:: Data supplied ::
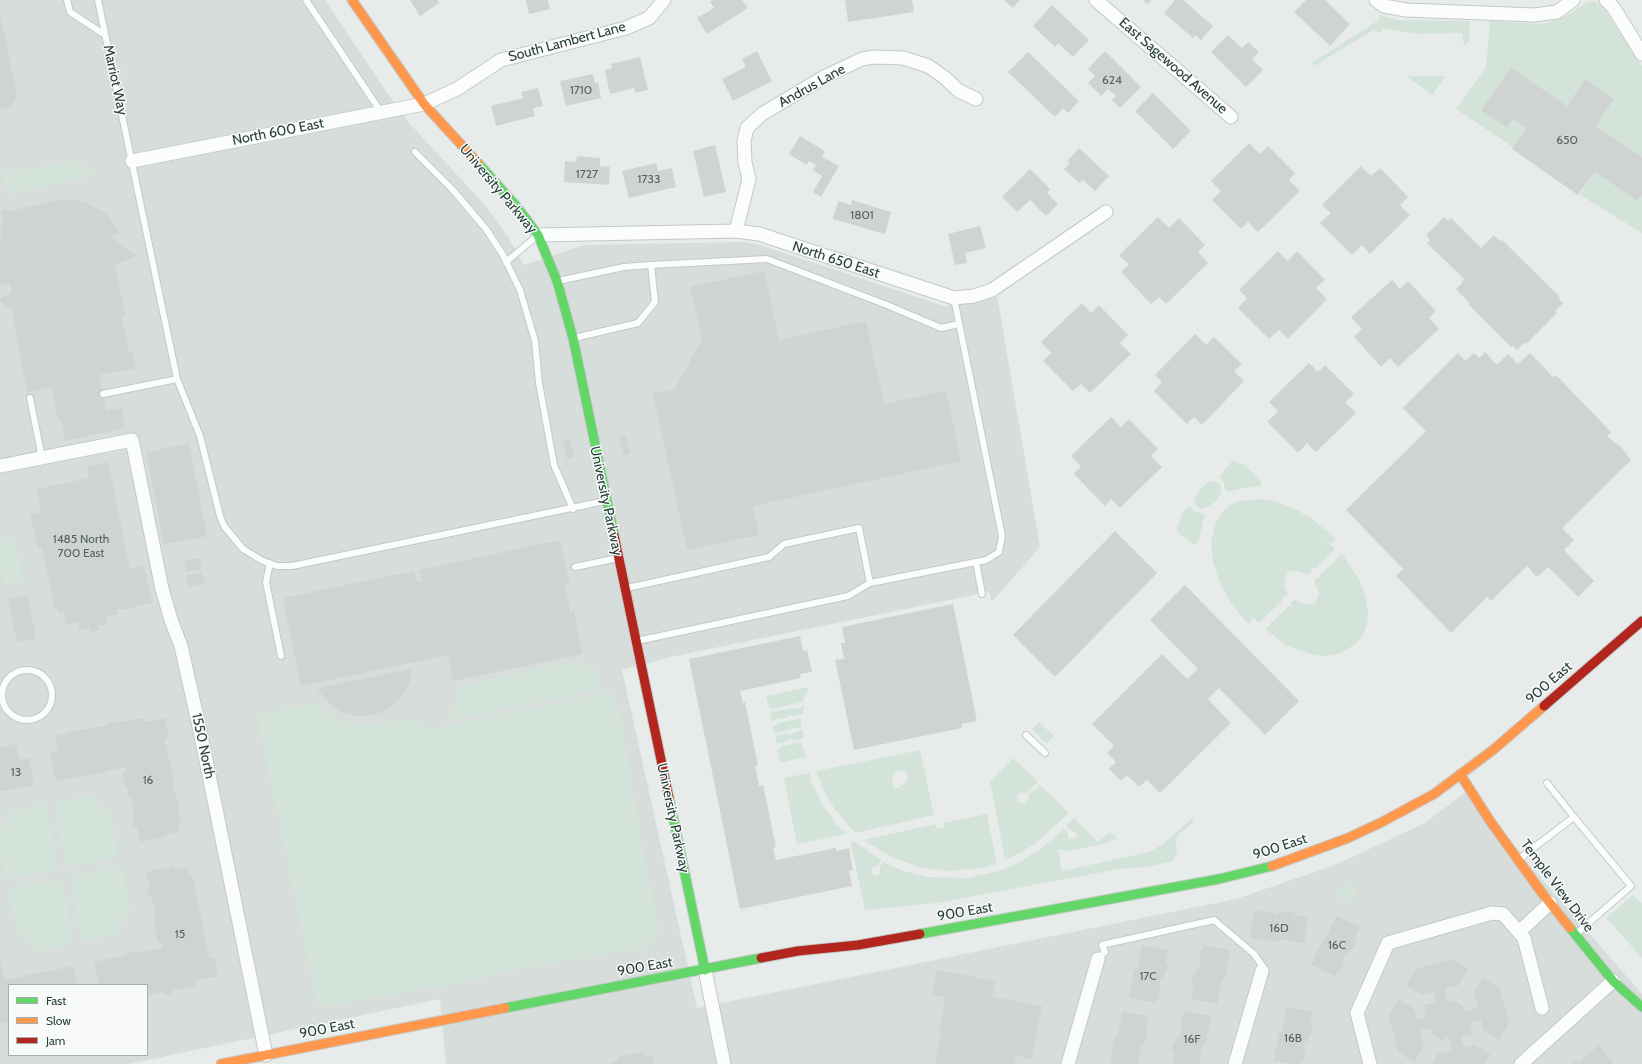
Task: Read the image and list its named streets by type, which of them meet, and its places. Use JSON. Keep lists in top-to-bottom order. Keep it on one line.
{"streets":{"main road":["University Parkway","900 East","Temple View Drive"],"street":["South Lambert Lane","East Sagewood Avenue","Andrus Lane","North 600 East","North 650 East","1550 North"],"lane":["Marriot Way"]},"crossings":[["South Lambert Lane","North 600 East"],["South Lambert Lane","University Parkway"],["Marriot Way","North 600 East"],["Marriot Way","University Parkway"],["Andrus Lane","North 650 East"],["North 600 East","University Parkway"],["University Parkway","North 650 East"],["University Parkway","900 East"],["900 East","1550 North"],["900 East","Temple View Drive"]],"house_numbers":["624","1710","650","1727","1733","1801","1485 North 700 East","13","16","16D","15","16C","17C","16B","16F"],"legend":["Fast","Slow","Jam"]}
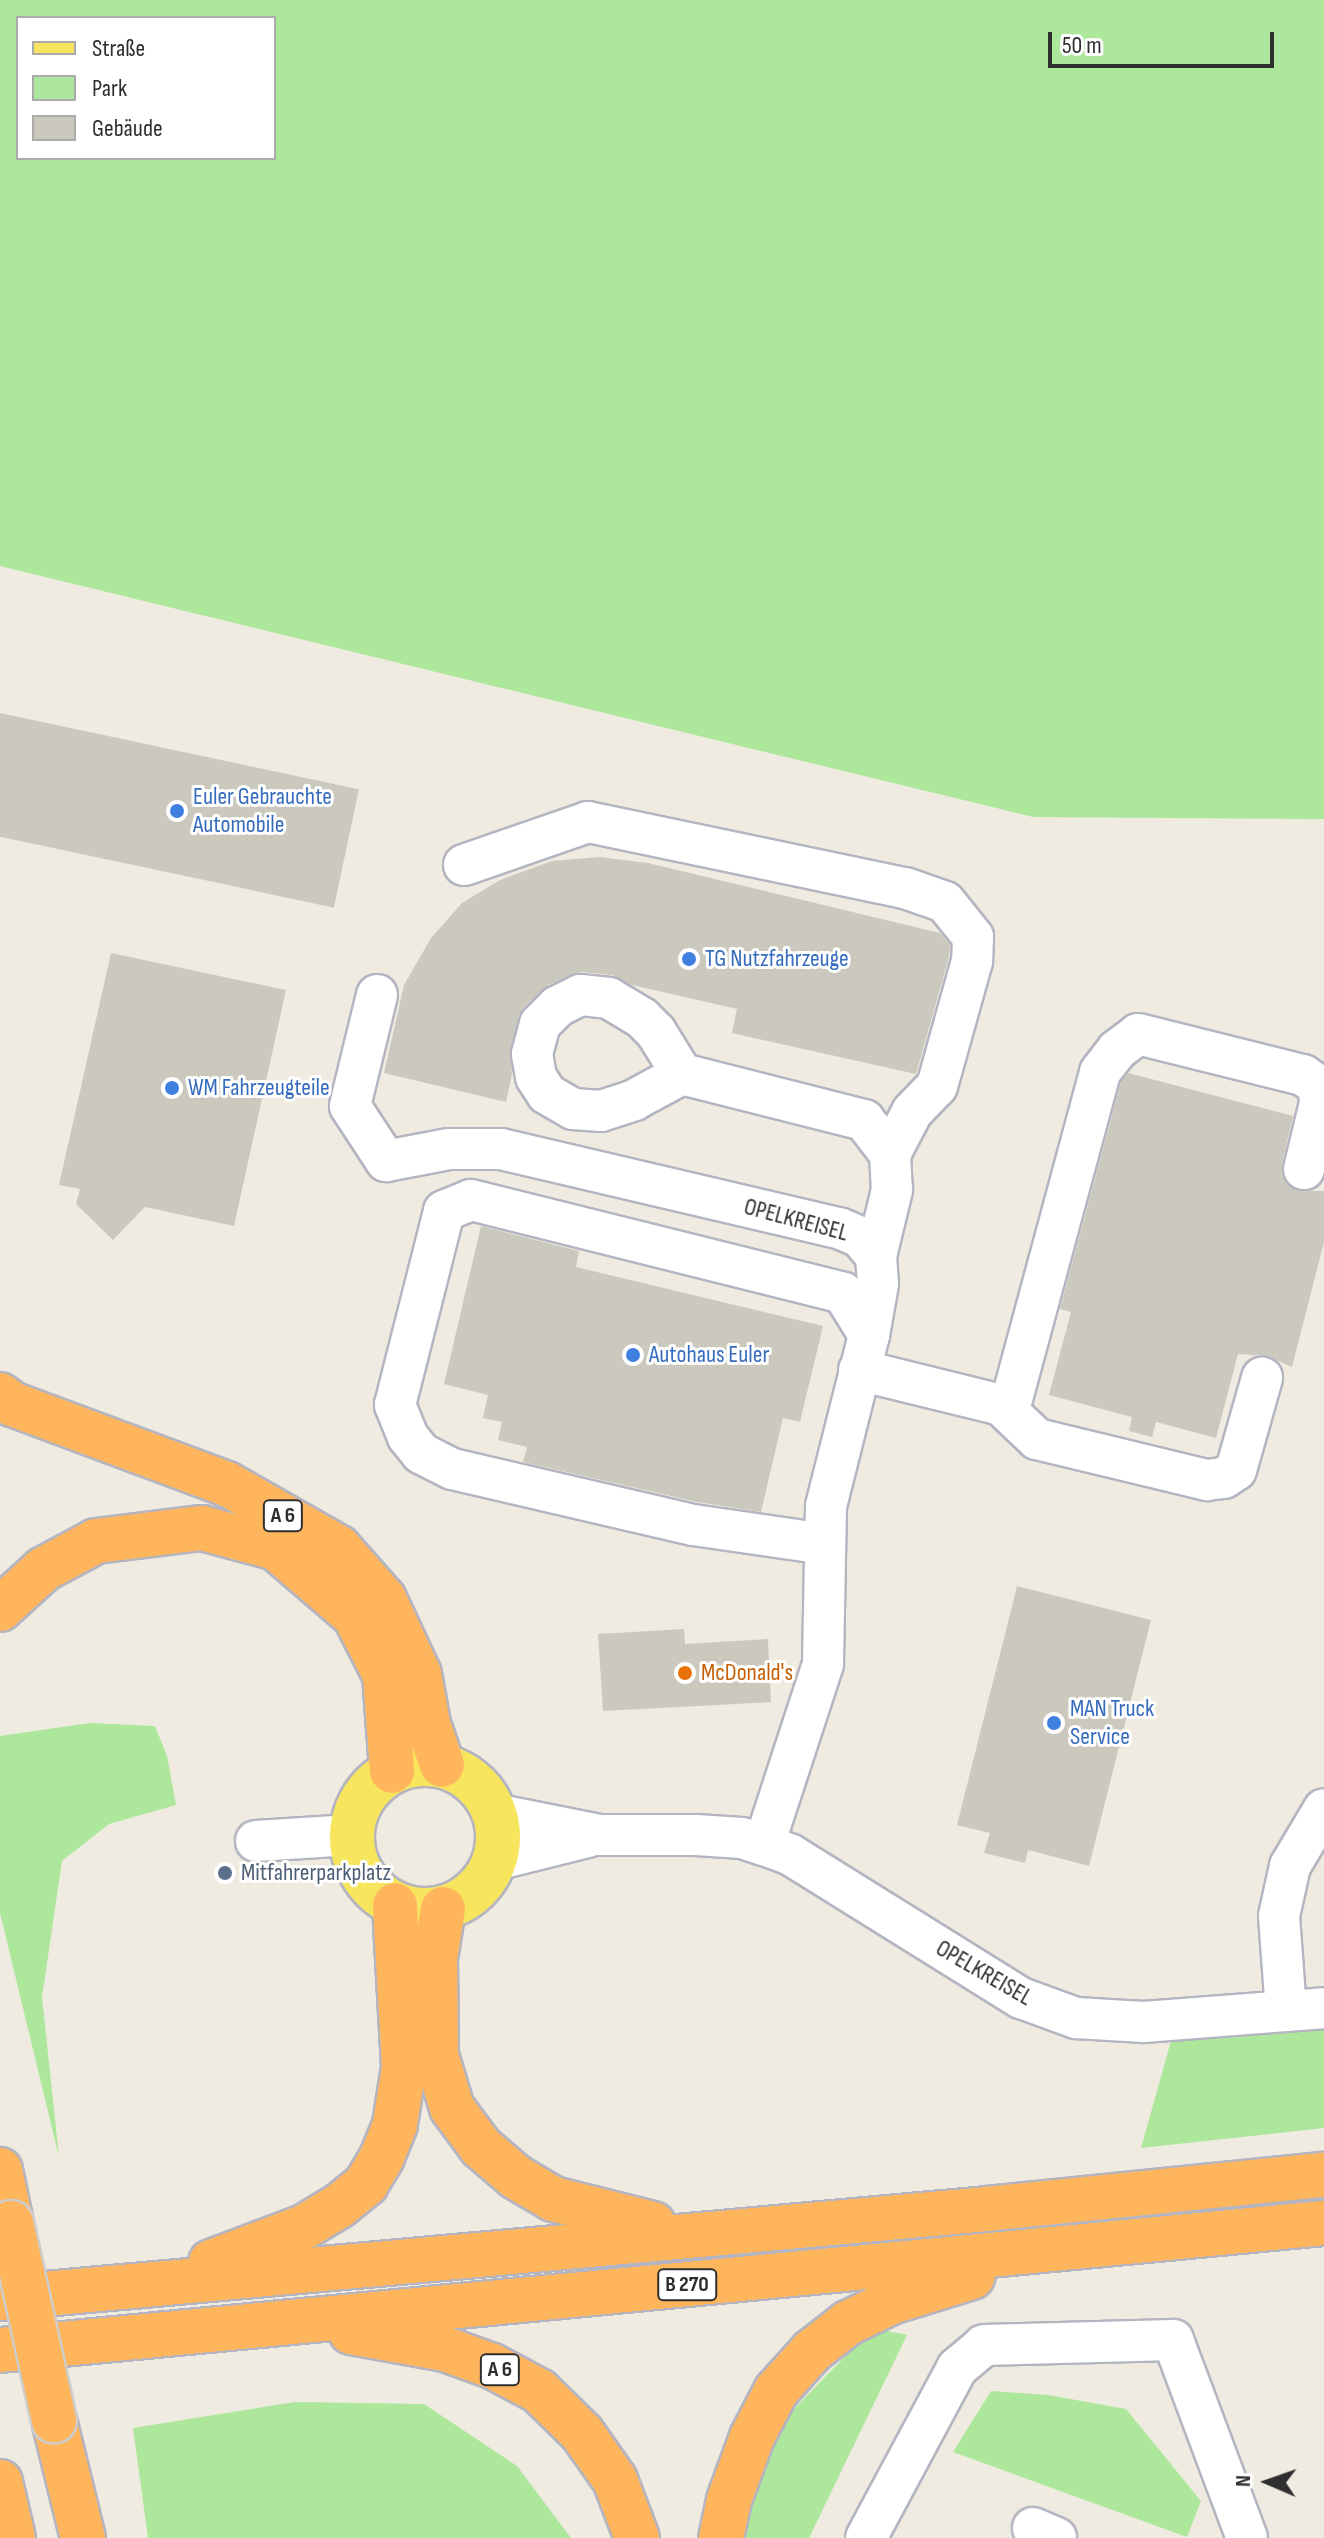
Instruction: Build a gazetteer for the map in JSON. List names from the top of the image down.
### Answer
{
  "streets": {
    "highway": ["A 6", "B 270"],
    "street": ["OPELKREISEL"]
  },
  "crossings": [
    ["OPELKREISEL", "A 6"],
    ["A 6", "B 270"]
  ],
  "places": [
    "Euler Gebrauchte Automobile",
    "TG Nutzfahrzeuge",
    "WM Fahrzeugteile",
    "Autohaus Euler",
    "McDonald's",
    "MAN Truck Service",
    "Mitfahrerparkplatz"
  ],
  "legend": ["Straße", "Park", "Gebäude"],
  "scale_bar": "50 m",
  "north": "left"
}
:::
Problem description:
Repeat the listing verbatim without its pictures.

Your response:
Task: Read the image and list its named streets by type, which of them meet, and its places. Use JSON. Keep lists in top-to-bottom order. Keep it on one line.
{"streets":{"main road":["University Parkway","900 East","Temple View Drive"],"street":["South Lambert Lane","East Sagewood Avenue","Andrus Lane","North 600 East","North 650 East","1550 North"],"lane":["Marriot Way"]},"crossings":[["South Lambert Lane","North 600 East"],["South Lambert Lane","University Parkway"],["Marriot Way","North 600 East"],["Marriot Way","University Parkway"],["Andrus Lane","North 650 East"],["North 600 East","University Parkway"],["University Parkway","North 650 East"],["University Parkway","900 East"],["900 East","1550 North"],["900 East","Temple View Drive"]],"house_numbers":["624","1710","650","1727","1733","1801","1485 North 700 East","13","16","16D","15","16C","17C","16B","16F"],"legend":["Fast","Slow","Jam"]}
Instruction: Build a gazetteer for the map in JSON. List names from the top of the image down.
### Answer
{
  "streets": {
    "highway": ["A 6", "B 270"],
    "street": ["OPELKREISEL"]
  },
  "crossings": [
    ["OPELKREISEL", "A 6"],
    ["A 6", "B 270"]
  ],
  "places": [
    "Euler Gebrauchte Automobile",
    "TG Nutzfahrzeuge",
    "WM Fahrzeugteile",
    "Autohaus Euler",
    "McDonald's",
    "MAN Truck Service",
    "Mitfahrerparkplatz"
  ],
  "legend": ["Straße", "Park", "Gebäude"],
  "scale_bar": "50 m",
  "north": "left"
}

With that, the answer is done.